Assignment. Among the records that follow, find the line with "Extract the structured" and the line with "Task: Dump the". Set down those lines and all lines between them exactly, without adding anything.

#####

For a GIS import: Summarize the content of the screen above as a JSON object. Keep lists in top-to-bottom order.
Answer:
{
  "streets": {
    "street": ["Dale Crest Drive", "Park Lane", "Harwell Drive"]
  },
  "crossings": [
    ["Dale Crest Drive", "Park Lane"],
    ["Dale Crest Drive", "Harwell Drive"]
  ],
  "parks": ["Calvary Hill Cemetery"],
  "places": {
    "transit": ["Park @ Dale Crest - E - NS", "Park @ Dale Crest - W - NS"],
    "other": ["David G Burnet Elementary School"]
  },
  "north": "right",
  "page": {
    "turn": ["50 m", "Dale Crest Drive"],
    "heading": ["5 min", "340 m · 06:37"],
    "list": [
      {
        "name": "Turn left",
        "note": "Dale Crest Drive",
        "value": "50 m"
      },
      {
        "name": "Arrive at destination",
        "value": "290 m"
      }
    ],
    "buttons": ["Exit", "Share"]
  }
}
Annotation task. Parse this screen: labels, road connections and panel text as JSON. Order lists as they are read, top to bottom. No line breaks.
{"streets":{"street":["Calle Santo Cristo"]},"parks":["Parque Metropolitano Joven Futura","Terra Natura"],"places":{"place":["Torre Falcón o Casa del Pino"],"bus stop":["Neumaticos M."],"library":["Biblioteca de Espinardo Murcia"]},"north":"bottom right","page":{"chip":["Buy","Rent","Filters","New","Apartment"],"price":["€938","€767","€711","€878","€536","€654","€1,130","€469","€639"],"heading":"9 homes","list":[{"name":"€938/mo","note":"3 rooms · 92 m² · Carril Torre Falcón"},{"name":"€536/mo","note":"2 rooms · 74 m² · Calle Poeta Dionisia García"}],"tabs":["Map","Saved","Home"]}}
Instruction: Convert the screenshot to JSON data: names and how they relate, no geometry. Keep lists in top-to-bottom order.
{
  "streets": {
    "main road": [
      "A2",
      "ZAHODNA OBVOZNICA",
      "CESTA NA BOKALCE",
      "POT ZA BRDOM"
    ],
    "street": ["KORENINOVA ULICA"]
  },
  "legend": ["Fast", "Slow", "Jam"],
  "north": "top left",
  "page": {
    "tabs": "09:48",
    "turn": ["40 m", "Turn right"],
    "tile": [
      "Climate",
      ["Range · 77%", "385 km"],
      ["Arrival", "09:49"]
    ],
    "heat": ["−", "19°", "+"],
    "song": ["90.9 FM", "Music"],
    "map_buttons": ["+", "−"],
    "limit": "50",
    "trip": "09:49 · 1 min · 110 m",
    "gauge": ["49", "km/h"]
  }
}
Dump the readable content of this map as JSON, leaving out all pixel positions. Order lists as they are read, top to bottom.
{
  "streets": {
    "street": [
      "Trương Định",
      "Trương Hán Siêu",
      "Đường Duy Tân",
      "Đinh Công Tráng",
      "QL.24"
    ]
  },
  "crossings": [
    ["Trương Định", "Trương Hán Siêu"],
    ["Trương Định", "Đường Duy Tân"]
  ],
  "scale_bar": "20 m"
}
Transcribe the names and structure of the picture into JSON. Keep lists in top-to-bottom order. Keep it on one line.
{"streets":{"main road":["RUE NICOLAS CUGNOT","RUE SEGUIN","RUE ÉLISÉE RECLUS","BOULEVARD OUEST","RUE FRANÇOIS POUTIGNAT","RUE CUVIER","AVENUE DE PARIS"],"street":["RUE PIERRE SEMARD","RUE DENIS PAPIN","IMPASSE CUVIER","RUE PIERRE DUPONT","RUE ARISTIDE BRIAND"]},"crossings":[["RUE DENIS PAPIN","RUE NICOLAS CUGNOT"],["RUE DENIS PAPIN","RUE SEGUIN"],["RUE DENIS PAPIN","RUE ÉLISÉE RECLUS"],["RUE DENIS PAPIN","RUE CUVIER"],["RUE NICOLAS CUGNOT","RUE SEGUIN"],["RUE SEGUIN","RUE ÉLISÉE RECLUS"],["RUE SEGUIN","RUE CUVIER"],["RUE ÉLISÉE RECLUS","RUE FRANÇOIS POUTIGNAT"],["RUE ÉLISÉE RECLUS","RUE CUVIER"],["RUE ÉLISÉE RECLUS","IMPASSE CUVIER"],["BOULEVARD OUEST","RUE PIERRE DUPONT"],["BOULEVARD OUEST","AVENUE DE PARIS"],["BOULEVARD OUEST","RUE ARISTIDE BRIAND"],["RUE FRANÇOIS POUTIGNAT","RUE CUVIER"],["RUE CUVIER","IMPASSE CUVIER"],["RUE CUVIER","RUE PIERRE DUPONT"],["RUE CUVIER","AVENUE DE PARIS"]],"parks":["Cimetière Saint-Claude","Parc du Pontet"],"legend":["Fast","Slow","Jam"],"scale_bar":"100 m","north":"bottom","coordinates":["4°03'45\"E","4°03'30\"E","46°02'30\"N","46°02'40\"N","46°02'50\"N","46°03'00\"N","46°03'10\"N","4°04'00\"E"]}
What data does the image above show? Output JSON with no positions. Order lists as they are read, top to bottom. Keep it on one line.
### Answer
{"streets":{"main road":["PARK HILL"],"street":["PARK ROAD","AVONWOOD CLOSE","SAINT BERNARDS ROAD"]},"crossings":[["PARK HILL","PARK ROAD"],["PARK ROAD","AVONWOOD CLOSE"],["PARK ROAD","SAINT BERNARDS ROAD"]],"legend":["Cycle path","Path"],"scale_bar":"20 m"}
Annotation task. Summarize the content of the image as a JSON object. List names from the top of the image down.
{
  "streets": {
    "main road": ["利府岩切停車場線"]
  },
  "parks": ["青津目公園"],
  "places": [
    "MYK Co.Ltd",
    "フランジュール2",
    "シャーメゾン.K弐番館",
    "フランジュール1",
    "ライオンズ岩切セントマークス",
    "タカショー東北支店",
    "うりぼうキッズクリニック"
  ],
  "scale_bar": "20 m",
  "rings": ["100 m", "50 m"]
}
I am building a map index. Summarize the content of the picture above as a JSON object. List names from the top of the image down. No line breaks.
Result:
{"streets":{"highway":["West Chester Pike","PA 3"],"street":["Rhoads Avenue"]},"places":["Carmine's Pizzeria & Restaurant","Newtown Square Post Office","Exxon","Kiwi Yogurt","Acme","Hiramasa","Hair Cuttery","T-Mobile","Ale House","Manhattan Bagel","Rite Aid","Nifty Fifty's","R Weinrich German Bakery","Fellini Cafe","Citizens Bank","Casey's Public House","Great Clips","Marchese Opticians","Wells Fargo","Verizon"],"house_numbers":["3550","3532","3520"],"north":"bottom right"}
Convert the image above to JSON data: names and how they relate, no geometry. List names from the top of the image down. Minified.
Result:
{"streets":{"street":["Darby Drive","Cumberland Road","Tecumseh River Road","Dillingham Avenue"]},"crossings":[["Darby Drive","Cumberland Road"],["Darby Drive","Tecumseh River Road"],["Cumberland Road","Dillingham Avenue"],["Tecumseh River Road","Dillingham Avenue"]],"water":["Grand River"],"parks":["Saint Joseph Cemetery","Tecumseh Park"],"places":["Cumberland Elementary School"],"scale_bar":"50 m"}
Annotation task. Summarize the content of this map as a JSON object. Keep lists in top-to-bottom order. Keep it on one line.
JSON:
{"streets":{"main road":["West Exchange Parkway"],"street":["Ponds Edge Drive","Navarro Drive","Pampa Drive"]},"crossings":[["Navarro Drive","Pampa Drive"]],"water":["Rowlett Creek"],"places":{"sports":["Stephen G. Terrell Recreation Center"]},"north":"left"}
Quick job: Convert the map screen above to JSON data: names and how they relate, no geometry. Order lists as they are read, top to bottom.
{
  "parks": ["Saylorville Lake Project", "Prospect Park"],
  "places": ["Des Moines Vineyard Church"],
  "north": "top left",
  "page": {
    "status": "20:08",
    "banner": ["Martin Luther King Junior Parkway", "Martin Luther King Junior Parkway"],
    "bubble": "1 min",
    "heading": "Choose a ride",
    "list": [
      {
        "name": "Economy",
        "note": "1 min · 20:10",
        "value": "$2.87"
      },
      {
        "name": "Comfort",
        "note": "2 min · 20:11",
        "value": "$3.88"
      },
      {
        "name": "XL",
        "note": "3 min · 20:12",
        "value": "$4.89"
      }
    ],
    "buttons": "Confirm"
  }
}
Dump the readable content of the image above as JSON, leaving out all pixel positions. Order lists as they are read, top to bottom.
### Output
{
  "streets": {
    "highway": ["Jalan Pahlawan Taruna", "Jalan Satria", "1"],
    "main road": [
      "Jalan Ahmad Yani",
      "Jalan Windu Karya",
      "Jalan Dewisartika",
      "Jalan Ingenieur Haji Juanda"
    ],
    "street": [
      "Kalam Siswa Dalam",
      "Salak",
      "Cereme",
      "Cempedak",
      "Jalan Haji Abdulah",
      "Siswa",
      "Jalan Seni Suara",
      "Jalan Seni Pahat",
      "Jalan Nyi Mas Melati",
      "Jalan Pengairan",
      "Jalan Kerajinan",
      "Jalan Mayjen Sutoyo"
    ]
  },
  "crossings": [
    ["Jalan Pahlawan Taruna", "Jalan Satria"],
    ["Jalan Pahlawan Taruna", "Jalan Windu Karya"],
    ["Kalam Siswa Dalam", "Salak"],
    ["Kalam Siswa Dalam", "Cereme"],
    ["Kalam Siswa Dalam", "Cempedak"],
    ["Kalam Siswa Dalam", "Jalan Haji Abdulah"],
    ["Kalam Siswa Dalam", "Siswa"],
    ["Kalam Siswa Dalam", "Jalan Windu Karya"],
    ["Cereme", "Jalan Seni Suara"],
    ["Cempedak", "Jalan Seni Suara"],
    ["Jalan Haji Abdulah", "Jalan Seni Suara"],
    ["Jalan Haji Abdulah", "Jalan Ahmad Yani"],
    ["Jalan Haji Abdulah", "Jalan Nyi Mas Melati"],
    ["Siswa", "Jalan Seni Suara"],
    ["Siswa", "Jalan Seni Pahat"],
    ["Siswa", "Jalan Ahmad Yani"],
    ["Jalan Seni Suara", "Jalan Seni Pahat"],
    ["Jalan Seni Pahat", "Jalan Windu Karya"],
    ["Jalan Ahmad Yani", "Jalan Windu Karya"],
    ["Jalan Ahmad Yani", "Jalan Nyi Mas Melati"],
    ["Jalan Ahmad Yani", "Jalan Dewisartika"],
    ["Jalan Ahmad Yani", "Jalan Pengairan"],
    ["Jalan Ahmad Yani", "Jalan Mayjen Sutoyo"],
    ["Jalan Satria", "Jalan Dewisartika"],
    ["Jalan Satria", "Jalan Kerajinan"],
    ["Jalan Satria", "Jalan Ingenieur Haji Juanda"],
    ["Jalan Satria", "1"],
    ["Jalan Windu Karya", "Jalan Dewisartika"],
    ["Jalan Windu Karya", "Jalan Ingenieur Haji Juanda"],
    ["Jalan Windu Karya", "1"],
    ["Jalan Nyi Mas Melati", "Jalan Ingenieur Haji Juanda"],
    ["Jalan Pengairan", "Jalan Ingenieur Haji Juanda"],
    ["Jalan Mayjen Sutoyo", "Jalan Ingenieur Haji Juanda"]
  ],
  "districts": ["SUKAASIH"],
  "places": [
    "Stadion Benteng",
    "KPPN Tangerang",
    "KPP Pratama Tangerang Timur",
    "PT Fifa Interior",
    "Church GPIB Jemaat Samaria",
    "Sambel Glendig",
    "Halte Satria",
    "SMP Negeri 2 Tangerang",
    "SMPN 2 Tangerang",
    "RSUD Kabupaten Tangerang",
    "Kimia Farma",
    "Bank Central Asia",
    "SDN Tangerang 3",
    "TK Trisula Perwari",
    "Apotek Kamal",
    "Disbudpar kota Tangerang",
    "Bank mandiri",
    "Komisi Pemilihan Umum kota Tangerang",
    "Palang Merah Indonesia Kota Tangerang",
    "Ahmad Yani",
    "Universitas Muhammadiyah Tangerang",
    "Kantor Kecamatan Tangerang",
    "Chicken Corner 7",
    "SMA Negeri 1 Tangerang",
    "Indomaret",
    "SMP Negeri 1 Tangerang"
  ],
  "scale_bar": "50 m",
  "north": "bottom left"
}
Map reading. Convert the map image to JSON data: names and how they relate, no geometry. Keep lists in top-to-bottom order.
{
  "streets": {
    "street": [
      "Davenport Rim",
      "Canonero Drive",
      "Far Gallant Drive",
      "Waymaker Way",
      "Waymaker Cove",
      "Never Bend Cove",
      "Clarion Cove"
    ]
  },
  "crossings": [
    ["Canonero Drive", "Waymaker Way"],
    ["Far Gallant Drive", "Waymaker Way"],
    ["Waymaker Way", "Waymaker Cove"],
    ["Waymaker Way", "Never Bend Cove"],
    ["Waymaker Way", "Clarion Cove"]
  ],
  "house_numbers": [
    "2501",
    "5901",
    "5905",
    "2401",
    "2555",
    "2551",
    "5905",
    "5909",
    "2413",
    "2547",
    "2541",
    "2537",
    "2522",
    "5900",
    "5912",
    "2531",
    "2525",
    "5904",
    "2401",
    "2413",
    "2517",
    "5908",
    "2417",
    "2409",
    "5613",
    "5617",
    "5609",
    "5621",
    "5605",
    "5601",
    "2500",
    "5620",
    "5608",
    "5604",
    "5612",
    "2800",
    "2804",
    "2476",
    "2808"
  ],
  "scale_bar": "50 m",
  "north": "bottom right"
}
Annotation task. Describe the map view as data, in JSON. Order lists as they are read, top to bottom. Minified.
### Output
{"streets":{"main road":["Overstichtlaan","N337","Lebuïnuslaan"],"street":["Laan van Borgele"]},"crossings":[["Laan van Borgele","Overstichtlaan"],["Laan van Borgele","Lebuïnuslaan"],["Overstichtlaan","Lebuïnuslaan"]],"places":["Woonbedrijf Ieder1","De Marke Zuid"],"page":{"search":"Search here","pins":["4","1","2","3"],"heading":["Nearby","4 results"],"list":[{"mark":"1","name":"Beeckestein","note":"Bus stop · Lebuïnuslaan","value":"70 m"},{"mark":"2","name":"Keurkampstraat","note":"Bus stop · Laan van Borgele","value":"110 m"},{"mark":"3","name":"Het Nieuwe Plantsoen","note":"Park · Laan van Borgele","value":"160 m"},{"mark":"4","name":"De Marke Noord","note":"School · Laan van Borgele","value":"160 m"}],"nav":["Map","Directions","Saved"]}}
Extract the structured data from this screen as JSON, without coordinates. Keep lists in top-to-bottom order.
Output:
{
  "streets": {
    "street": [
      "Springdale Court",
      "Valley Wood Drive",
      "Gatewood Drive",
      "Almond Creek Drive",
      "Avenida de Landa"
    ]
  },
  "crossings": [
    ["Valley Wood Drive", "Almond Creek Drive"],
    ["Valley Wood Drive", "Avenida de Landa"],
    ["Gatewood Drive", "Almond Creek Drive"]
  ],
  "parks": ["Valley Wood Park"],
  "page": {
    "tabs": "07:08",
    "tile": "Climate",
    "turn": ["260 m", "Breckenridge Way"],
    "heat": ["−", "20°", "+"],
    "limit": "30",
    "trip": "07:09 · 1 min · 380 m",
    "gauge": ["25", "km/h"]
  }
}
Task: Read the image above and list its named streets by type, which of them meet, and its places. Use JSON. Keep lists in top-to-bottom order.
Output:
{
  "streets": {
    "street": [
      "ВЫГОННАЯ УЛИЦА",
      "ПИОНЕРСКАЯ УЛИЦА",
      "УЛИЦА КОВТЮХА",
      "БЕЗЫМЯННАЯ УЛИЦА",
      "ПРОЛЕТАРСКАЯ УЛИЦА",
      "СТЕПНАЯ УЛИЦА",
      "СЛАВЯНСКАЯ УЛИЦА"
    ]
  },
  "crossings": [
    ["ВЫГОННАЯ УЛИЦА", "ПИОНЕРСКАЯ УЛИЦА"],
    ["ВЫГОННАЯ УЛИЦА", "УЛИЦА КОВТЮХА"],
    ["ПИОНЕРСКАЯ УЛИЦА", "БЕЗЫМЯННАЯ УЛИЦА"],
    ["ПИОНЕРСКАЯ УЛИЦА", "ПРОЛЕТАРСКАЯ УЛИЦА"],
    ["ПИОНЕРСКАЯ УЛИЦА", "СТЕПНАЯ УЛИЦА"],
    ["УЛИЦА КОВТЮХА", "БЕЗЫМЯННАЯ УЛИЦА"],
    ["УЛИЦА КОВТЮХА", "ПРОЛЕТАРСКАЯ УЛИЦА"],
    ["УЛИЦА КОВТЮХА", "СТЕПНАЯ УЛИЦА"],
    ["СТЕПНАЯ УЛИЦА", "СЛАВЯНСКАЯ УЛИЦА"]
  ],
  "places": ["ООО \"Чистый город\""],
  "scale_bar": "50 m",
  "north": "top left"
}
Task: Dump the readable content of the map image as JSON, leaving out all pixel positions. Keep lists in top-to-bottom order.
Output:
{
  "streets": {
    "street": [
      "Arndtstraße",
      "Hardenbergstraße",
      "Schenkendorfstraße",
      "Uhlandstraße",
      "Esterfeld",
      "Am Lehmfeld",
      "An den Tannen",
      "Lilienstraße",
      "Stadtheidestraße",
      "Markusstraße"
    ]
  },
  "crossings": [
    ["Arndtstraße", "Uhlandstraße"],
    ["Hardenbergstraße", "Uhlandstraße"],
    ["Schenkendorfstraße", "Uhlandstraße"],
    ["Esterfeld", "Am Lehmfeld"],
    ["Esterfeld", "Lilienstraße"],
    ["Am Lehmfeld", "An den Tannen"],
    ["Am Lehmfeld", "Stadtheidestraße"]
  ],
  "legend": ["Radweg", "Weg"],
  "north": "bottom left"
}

#####

Task output.
Extract the structured data from this screen as JSON, without coordinates. Keep lists in top-to-bottom order.
Output:
{
  "streets": {
    "street": [
      "Springdale Court",
      "Valley Wood Drive",
      "Gatewood Drive",
      "Almond Creek Drive",
      "Avenida de Landa"
    ]
  },
  "crossings": [
    ["Valley Wood Drive", "Almond Creek Drive"],
    ["Valley Wood Drive", "Avenida de Landa"],
    ["Gatewood Drive", "Almond Creek Drive"]
  ],
  "parks": ["Valley Wood Park"],
  "page": {
    "tabs": "07:08",
    "tile": "Climate",
    "turn": ["260 m", "Breckenridge Way"],
    "heat": ["−", "20°", "+"],
    "limit": "30",
    "trip": "07:09 · 1 min · 380 m",
    "gauge": ["25", "km/h"]
  }
}
Task: Read the image above and list its named streets by type, which of them meet, and its places. Use JSON. Keep lists in top-to-bottom order.
Output:
{
  "streets": {
    "street": [
      "ВЫГОННАЯ УЛИЦА",
      "ПИОНЕРСКАЯ УЛИЦА",
      "УЛИЦА КОВТЮХА",
      "БЕЗЫМЯННАЯ УЛИЦА",
      "ПРОЛЕТАРСКАЯ УЛИЦА",
      "СТЕПНАЯ УЛИЦА",
      "СЛАВЯНСКАЯ УЛИЦА"
    ]
  },
  "crossings": [
    ["ВЫГОННАЯ УЛИЦА", "ПИОНЕРСКАЯ УЛИЦА"],
    ["ВЫГОННАЯ УЛИЦА", "УЛИЦА КОВТЮХА"],
    ["ПИОНЕРСКАЯ УЛИЦА", "БЕЗЫМЯННАЯ УЛИЦА"],
    ["ПИОНЕРСКАЯ УЛИЦА", "ПРОЛЕТАРСКАЯ УЛИЦА"],
    ["ПИОНЕРСКАЯ УЛИЦА", "СТЕПНАЯ УЛИЦА"],
    ["УЛИЦА КОВТЮХА", "БЕЗЫМЯННАЯ УЛИЦА"],
    ["УЛИЦА КОВТЮХА", "ПРОЛЕТАРСКАЯ УЛИЦА"],
    ["УЛИЦА КОВТЮХА", "СТЕПНАЯ УЛИЦА"],
    ["СТЕПНАЯ УЛИЦА", "СЛАВЯНСКАЯ УЛИЦА"]
  ],
  "places": ["ООО \"Чистый город\""],
  "scale_bar": "50 m",
  "north": "top left"
}
Task: Dump the readable content of the map image as JSON, leaving out all pixel positions. Keep lists in top-to-bottom order.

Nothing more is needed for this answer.